▸ Aim of the exercise:
Using the data below, return every line that holds the word "controls".

Records provided START

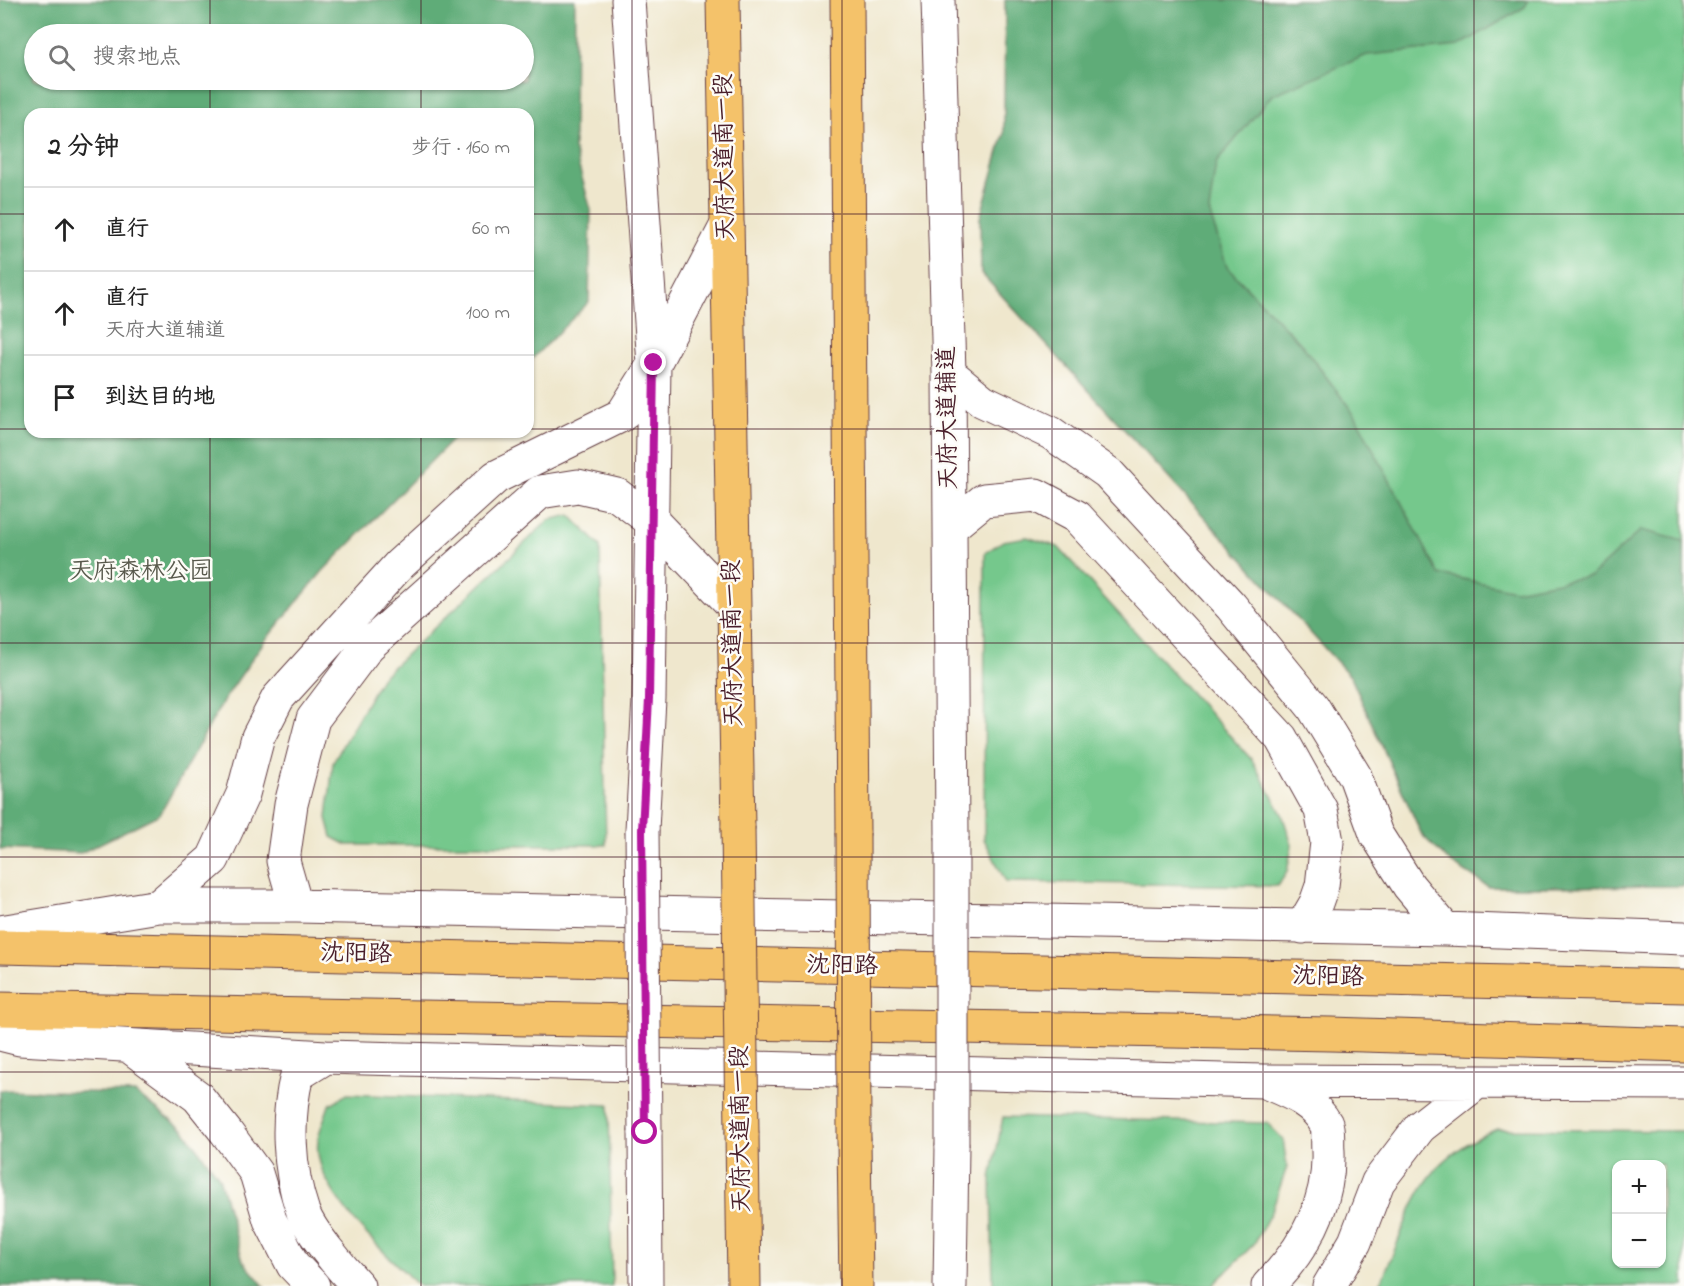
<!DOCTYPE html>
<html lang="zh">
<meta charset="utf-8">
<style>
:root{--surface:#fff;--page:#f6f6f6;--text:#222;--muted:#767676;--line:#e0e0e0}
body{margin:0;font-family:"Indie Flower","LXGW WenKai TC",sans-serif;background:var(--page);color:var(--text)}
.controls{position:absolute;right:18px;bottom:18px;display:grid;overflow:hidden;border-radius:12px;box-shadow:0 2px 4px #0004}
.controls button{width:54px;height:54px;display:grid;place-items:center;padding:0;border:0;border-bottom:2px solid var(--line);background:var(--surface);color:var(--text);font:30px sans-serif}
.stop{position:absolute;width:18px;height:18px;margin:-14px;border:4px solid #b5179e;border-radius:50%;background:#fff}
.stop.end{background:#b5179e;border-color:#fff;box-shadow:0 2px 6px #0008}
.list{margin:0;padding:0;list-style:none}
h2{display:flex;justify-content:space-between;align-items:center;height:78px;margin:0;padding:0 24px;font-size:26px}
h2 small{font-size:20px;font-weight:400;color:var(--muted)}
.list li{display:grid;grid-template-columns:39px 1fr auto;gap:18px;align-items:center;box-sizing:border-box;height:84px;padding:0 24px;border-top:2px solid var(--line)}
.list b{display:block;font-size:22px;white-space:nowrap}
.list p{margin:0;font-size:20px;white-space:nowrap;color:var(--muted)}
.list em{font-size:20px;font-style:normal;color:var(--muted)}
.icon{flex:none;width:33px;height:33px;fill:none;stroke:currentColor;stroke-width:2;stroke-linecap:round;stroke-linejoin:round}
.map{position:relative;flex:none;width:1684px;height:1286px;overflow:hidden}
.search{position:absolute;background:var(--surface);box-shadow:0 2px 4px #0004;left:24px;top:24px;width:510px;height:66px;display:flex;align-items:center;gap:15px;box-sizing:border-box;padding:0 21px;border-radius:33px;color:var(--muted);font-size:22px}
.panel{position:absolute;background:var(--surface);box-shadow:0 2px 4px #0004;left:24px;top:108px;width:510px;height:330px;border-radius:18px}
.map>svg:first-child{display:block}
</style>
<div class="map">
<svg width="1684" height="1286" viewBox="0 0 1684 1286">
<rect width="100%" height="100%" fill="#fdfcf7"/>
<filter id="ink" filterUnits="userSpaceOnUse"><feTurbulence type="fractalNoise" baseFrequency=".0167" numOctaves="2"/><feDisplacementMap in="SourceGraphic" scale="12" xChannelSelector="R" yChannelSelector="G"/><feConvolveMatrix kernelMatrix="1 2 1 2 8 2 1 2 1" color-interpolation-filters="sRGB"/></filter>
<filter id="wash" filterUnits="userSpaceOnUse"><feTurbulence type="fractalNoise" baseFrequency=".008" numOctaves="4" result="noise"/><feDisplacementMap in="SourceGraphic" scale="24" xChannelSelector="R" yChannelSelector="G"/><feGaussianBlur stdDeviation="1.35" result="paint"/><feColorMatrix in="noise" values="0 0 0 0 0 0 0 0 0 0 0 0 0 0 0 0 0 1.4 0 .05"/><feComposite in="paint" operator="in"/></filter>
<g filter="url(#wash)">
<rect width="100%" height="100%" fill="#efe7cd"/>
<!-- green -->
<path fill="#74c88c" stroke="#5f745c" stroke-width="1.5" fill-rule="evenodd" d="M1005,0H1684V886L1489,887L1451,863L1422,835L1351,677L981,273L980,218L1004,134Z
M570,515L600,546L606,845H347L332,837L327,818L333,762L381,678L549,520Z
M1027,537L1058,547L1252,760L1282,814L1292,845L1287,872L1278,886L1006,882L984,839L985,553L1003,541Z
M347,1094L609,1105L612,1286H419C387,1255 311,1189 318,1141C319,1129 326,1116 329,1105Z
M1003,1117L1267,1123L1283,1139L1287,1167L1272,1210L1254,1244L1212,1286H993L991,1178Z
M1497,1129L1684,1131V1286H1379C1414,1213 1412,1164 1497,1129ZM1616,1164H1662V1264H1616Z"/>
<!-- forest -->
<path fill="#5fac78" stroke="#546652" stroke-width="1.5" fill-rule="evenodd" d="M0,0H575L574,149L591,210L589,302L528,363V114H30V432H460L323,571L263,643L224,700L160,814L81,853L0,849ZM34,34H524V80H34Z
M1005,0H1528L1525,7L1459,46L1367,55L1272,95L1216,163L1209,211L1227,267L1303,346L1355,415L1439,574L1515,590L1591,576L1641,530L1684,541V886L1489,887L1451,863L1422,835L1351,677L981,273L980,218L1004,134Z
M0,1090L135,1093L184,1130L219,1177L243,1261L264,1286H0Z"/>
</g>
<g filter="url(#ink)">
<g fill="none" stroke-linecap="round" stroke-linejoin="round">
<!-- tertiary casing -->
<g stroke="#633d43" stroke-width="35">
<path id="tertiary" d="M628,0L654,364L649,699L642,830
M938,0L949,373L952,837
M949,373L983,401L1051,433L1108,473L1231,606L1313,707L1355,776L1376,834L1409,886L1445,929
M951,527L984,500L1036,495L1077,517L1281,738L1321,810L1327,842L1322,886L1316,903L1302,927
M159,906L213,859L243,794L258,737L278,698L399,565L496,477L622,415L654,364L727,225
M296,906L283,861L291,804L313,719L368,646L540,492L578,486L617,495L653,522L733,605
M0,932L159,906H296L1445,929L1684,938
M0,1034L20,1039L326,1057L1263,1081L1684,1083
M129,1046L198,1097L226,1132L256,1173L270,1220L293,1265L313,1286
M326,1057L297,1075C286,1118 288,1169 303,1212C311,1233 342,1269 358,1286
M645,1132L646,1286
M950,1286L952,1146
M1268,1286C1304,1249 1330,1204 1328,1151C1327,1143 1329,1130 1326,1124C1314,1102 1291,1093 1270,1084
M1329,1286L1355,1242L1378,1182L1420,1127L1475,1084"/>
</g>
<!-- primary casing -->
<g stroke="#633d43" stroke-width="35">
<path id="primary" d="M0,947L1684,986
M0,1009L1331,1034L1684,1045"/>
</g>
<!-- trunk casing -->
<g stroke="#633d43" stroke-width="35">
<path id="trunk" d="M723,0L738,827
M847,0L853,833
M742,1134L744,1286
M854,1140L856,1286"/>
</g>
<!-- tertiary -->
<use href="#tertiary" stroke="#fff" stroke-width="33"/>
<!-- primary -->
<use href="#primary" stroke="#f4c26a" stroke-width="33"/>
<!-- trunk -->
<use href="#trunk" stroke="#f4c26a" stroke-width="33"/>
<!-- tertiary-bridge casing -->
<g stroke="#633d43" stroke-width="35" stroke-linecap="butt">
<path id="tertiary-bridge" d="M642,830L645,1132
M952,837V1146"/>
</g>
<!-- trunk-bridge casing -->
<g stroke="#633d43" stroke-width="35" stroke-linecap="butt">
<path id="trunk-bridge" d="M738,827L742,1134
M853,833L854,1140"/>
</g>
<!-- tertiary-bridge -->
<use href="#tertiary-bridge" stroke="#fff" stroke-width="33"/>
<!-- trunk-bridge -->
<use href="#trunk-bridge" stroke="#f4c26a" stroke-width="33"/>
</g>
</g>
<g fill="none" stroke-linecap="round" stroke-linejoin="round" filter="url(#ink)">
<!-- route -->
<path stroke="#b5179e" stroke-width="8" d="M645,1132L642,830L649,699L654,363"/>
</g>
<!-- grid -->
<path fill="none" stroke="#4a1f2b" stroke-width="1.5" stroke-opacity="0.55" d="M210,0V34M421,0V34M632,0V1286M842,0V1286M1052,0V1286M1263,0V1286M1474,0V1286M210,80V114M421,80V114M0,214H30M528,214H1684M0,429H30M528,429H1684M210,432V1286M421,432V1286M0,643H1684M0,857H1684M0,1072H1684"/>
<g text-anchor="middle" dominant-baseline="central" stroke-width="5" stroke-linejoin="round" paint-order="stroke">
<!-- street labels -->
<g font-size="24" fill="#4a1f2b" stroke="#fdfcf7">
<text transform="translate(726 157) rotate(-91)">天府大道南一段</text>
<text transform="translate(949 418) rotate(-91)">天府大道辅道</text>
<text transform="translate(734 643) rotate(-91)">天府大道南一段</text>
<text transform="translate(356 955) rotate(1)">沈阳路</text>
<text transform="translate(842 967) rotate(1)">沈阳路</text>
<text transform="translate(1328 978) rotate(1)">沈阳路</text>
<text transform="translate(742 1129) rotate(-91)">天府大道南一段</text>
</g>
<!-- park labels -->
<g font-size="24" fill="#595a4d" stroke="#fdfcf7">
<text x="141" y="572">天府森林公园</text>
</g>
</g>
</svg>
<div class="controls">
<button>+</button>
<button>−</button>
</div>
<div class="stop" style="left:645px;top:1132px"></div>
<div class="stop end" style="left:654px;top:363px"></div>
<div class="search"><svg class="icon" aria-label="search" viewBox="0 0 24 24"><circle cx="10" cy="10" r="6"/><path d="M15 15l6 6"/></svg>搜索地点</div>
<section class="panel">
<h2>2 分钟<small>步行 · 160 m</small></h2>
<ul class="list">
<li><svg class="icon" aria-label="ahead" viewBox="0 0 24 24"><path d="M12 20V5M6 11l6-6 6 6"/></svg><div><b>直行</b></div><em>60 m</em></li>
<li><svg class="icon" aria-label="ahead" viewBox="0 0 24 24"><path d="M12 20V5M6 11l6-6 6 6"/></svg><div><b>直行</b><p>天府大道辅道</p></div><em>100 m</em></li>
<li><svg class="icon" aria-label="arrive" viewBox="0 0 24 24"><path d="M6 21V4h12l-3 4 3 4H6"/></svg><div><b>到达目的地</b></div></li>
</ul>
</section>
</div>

Records provided END

▸ Response for this exercise:
.controls{position:absolute;right:18px;bottom:18px;display:grid;overflow:hidden;border-radius:12px;box-shadow:0 2px 4px #0004}
.controls button{width:54px;height:54px;display:grid;place-items:center;padding:0;border:0;border-bottom:2px solid var(--line);background:var(--surface);color:var(--text);font:30px sans-serif}
<div class="controls">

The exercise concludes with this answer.